The second reason consultants are often misused to the detriment of culture is simply that managers tend to delegate tactics rather than develop strategy for safety. The lack of an overarching strategy for safety means that there is no standard by which to judge a consultant's product other than the sales pitch. Is this product a good fit with a strategic goal or just a tactic to move a number in the desired direction? Any time something as critical as safety is delegated to an outside source, you risk sending the message that 1.) Safety is not an integral part of the culture, 2.) Safety is separate from (and not as important as) other priorities that are not delegated to outsiders, and 3.) The organization does not really know how to make safety happen within its own management systems. Any or all of these messages are potential safety culture killers.

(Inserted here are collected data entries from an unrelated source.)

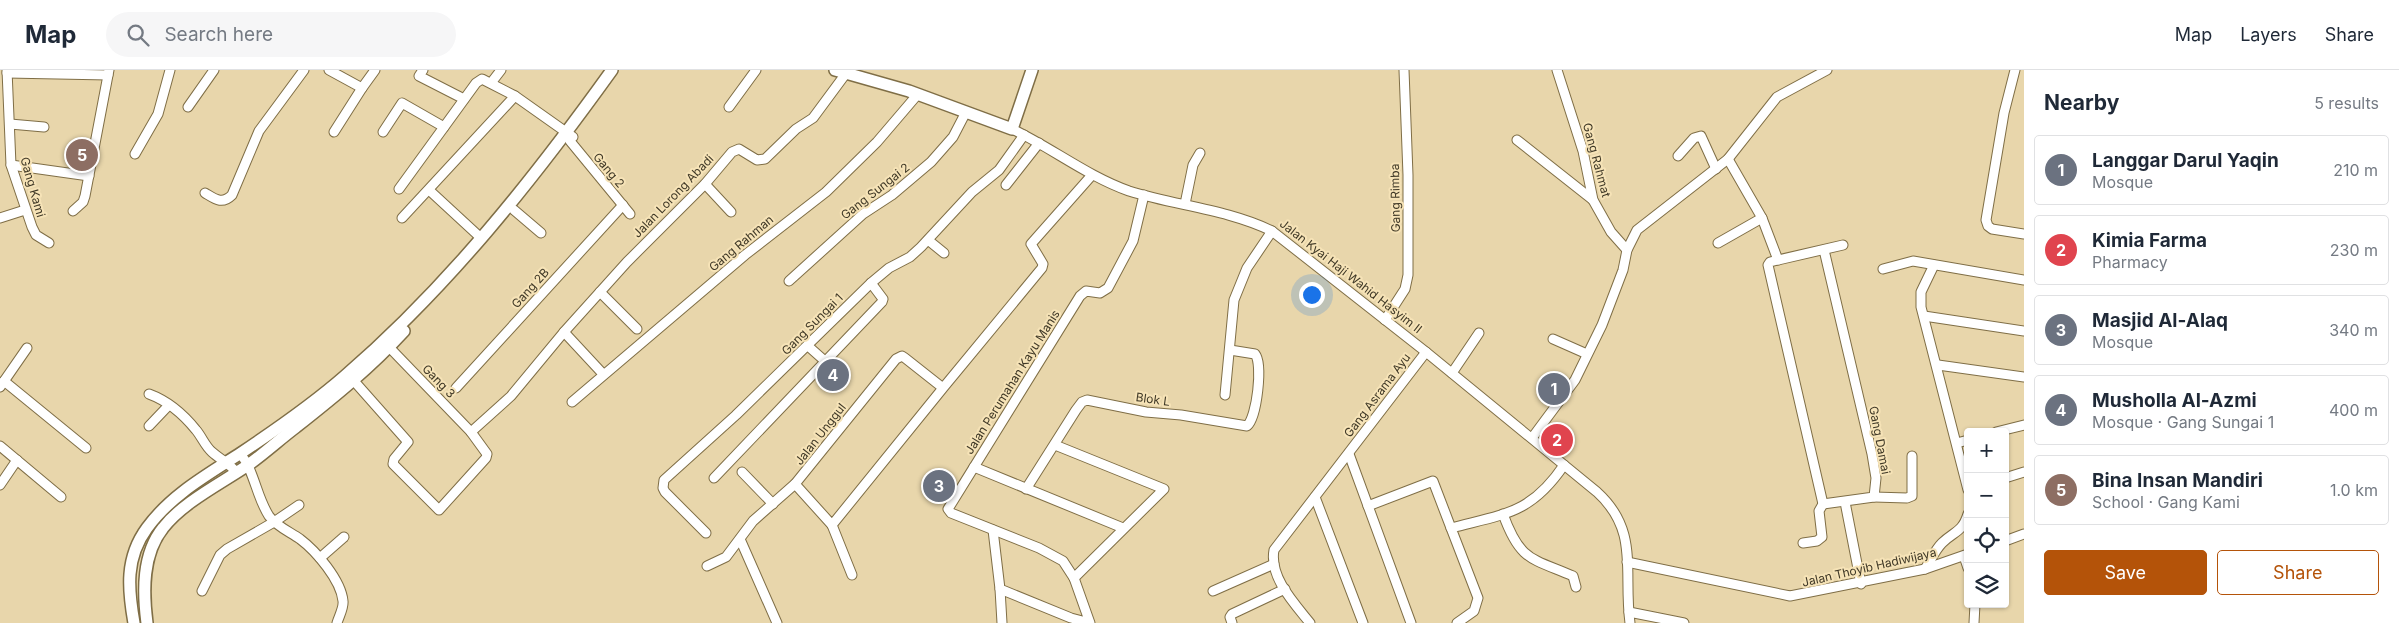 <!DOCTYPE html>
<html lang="en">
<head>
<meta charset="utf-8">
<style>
	:root { --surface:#fff; --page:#f6f6f7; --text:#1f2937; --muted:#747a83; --line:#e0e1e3; --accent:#b45309 }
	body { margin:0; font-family:Inter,sans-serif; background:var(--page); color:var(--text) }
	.controls { position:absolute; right:15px; bottom:15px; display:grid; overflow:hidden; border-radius:5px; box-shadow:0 1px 4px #0004 }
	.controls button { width:45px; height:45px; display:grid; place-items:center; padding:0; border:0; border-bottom:1px solid var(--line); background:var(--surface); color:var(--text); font:25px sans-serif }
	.you { position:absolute; left:1311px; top:224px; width:18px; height:18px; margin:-12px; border:4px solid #fff; border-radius:50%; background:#1a73e8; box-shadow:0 0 0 8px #1a73e833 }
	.badge { display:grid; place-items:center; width:32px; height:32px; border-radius:50%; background:var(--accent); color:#fff; font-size:16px; font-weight:700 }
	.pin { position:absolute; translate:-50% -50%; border:2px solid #fff; box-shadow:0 1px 5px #0006 }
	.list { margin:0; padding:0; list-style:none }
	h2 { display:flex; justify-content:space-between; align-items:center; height:65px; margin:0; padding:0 20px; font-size:21px }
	h2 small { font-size:16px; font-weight:400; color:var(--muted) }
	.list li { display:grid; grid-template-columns:32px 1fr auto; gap:15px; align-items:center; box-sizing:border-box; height:70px; margin:0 10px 10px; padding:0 10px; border:1px solid var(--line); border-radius:5px }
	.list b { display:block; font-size:19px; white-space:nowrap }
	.list p { margin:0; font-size:16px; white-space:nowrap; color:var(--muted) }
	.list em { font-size:16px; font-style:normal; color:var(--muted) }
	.actions { display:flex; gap:10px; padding:15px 20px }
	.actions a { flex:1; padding:11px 0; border:1px solid var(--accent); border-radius:5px; text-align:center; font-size:18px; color:var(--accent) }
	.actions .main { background:var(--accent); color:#fff }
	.icon { flex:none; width:28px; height:28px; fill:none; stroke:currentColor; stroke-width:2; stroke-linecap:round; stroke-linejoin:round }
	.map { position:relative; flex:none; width:2024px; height:553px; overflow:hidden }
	header { display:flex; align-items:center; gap:30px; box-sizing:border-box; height:70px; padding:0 25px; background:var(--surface); border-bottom:1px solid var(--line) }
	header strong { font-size:24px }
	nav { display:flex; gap:28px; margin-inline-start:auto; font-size:18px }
	.search { width:350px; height:45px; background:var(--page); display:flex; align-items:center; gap:12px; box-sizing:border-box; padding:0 18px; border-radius:28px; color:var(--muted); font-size:19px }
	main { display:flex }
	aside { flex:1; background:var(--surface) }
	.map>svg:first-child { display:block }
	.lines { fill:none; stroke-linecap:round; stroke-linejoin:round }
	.minor-casing { stroke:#7f6e46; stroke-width:11 }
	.major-casing { stroke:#7f6e46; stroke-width:14 }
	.minor { stroke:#fff; stroke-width:9 }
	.major { stroke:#fff; stroke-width:11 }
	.labels { text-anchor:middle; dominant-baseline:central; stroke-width:4; stroke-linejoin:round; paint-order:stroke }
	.street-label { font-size:12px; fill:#3f3826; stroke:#f6e3b7 }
</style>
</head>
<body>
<header>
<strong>Map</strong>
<div class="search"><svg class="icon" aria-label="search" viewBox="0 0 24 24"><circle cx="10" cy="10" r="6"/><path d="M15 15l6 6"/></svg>Search here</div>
<nav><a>Map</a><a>Layers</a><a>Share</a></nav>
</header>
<main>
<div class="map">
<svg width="2024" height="553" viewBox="0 0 2024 553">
	<rect width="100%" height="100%" fill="#e8d6ab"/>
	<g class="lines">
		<g class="minor-casing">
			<g id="minor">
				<polyline points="7,0 11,95 32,157 36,165 49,173"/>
				<polyline points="329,0 362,18 334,62"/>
				<polyline points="423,0 419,6 464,29"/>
				<polyline points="1557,0 1583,81 1593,130 1611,162 1627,180"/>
				<polyline points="2015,0 2004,43 1986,150 1988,156 1992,159 2024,164"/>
				<polyline points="7,3 108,5"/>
				<polyline points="491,13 501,0"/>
				<polyline points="362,18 375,0"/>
				<polyline points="188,37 214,0"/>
				<polyline points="729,37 756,0"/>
				<polyline points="10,54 44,57"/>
				<path d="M1012,59c40,19 75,47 117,62 48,15 97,18 143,40l154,121 171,140c43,39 26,80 33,131"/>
				<polyline points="383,62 402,33 444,57"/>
				<polyline points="1517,70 1593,130"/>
				<polyline points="570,71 630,144"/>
				<polyline points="135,84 158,44 170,0"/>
				<polyline points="1678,86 1694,68 1701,66 1716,99"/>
				<polyline points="1728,89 1762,148 1778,190 1770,192 1768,195 1823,434 1874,427 1876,408 1872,384 1824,180"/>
				<polyline points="11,95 89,106"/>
				<polyline points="705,114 731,142"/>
				<polyline points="1006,115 1039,73"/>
				<polyline points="399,119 476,13 482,9 515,26 573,67"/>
				<polyline points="429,120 481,168"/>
				<path d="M205,123c10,6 17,12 27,2l27,-64 45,-61"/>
				<polyline points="1185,134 1193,95 1200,83"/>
				<polyline points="514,140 541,163"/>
				<polyline points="73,141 83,132 85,126 109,0"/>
				<polyline points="0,148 25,140"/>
				<polyline points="402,148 515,26"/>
				<polyline points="928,170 944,183"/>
				<polyline points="1718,173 1762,148"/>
				<polyline points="1778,190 1843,175"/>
				<polyline points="1934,195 1921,222 1921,237 1968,420"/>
				<polyline points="1883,199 1913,191 2024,210"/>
				<polyline points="789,211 863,144 892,125 931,92 953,67 966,42"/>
				<polyline points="600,222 637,259"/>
				<polyline points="1924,246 2024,261"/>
				<polyline points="1385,250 1405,219 1408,205 1408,105 1404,0"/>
				<polyline points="1553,269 1587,284"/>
				<polyline points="808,276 826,292"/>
				<polyline points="1938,295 2024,307"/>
				<polyline points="1452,303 1479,263"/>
				<polyline points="603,304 564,262 627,192 705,114 732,82 739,79 757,90 765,89 796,59 813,48 847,2"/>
				<polyline points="4,311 86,378"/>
				<polyline points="354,311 408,372 394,389 393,394 439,440 486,388 487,384 471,362 389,277"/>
				<polyline points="0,317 27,278"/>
				<polyline points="456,318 623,135"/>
				<polyline points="943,318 832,455 795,414 896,289 902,286 905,288 943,318 1042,198 1043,194 1031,174 1092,105"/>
				<path d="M149,324c19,7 35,21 47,36 6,7 9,16 16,22 9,8 17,11 24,20"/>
				<polyline points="1225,325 1234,230 1247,198 1272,161"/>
				<polyline points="572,332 745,185 826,122 877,72 918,24"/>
				<polyline points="149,356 169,335"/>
				<polyline points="471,362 511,326 564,262"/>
				<polyline points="1996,362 2024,355"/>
				<polyline points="1532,368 1575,310 1602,255 1623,200 1627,180 1637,160 1728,89 1777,27 1827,0"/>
				<polyline points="1957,373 1968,370"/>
				<polyline points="1055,375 1164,419 1074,508 1063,491 1039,478 951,443 948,439 1080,226 1086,221 1100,223 1108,218 1133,171 1144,125"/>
				<polyline points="0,376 61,427"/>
				<path d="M240,383c15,19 16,43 29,63 7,10 21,16 31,23 16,12 41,41 43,62 1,7 -4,15 -6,22"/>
				<polyline points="1349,384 1411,553"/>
				<polyline points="974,397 1123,458"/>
				<polyline points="742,402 773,434"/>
				<polyline points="714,408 882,232 883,229 871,213"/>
				<polyline points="2005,408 2024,402"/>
				<polyline points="0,415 17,390"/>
				<path d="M1026,419l50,-79 6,-8 5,-2 59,12 35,3 66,11c10,-9 16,-62 8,-72l-25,-4"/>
				<polyline points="1315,427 1363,553"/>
				<polyline points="1874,427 1907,428 1912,426 1912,386"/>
				<polyline points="1845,432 1861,514"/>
				<polyline points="1368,436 1433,411 1451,458"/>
				<path d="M1503,444c17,47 28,44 70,62l3,11"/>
				<polyline points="832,455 852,505"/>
				<polyline points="993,460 1000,519 1071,548 1090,553 1074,508"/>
				<polyline points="706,463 665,422 663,418 664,410 736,345 871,213 889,198 910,187 921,177 972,122 999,100 1024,65"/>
				<polyline points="740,469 777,553"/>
				<polyline points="2005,471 2024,464"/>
				<polyline points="1803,473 1817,471 1822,467 1819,441 1823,434"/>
				<polyline points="1964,486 1968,498"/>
				<polyline points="320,488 344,467"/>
				<polyline points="1627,492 1790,526 1925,499 1968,484"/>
				<polyline points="707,496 726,487 753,451 795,414"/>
				<path d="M1925,499c6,-9 10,-19 17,-26 12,-12 20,-10 26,-29"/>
				<polyline points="1000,519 1002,553"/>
				<polyline points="202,521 220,485 227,479 274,452 299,435"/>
				<polyline points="1213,521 1274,494"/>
				<polyline points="1629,542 1684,553"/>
				<polyline points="1232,553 1230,547 1232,544 1285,519"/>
				<path d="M1310,553c-16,-20 -41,-46 -36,-73l152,-198"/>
				<path d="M1457,553l17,-12 4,-13 -27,-70c53,-14 80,-14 113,-63"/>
				<polyline points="1974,553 1975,534"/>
			</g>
		</g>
		<g class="major-casing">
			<g id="major">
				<polyline points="835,0 909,21 1012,59 1032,0"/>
				<path d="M134,553c-6,-34 -9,-65 13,-95 24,-33 60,-53 94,-75 36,-24 72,-49 104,-77 103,-89 188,-196 267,-306"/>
				<path d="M147,553c-4,-31 -5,-69 16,-95 20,-26 59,-45 85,-63 17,-12 32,-26 48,-38 38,-30 75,-60 108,-96"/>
			</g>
		</g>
		<use href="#minor" class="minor"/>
		<use href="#major" class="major"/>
	</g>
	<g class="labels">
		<g class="street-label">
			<text transform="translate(1597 90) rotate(75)">Gang Rahmat</text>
			<text transform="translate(609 100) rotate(50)">Gang 2</text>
			<text transform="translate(33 117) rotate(74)">Gang Kami</text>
			<text transform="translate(875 121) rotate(-38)">Gang Sungai 2</text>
			<text transform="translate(673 126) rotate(-46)">Jalan Lorong Abadi</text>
			<text transform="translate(1395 128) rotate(-91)">Gang Rimba</text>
			<text transform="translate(741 173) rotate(-40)">Gang Rahman</text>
			<text transform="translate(1351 206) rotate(38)">Jalan Kyai Haji Wahid Hasyim II</text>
			<text transform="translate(530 218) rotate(-48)">Gang 2B</text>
			<text transform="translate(812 254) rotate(-45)">Gang Sungai 1</text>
			<text transform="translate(439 311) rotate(46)">Gang 3</text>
			<text transform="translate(1012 312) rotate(-58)">Jalan Perumahan Kayu Manis</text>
			<text transform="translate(1377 325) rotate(-53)">Gang Asrama Ayu</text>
			<text transform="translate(1153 329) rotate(8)">Blok L</text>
			<text transform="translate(820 364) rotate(-52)">Jalan Unggul</text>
			<text transform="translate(1880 370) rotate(79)">Gang Damai</text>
			<text transform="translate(1869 497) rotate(-13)">Jalan Thoyib Hadiwijaya</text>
		</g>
	</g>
</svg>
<div class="controls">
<button>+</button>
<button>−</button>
<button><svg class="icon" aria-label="locate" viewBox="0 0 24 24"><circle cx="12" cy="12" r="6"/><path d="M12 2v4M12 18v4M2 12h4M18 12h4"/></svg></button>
<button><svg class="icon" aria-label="layers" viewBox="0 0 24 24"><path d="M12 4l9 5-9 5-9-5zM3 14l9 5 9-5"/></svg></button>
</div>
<div class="you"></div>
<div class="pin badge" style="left:1554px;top:319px;background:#6b7280">1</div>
<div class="pin badge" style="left:1557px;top:370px;background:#e0444e">2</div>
<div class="pin badge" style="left:939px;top:416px;background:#6b7280">3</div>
<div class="pin badge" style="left:833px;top:305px;background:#6b7280">4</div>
<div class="pin badge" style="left:82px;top:85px;background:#8d6e63">5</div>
</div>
<aside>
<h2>Nearby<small>5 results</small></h2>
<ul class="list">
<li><span class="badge" style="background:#6b7280">1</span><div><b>Langgar Darul Yaqin</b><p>Mosque</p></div><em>210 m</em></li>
<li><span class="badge" style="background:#e0444e">2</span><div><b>Kimia Farma</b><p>Pharmacy</p></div><em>230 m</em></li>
<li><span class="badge" style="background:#6b7280">3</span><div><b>Masjid Al-Alaq</b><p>Mosque</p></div><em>340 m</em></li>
<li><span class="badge" style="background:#6b7280">4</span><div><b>Musholla Al-Azmi</b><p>Mosque · Gang Sungai 1</p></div><em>400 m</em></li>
<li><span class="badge" style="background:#8d6e63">5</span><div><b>Bina Insan Mandiri</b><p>School · Gang Kami</p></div><em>1.0 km</em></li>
</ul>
<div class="actions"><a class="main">Save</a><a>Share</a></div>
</aside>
</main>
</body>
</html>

The proper utilization of outside expertise is not overly complicated, but it usually takes more work on the part of organizational leaders. Experts should be utilized as gurus, not as grunts. They should be strategic advisors at the highest level, not implementers at the lowest levels. This necessitates that leaders realize the need for a safety strategy and not just a program to lower accident rates. Other core values of the organization are not delegated or addressed without strategic thinking and planning, neither should safety. Experts can greatly assist in strategic thinking and the organization can gain a clear vision of where they want to go and how to get there. Experts can also help assess current status to better enable navigating toward desired goals.
Once the strategy is set and the vision is shared, it is critical that the steps of the journey be lead from within the organization. This does not mean that experts cannot be utilized to advise and assist at each level. It means that the strategy must be internalized and complete delegation makes internalization difficult or impossible. At some point the student must take over from the master. This means that the utilization of outside experts should have a well-planned disengagement, not a long-term dependency.
Just like any tool or resource, outside expertise can be used to help or to harm. As we turn our attention to safety culture as the next potential step change toward excellence, it is crucially important that we understand the potential for good and evil that safety consultants have. Make sure that any consulting project is based on the strategic needs of your culture, and not just the expertise or product of the consultant.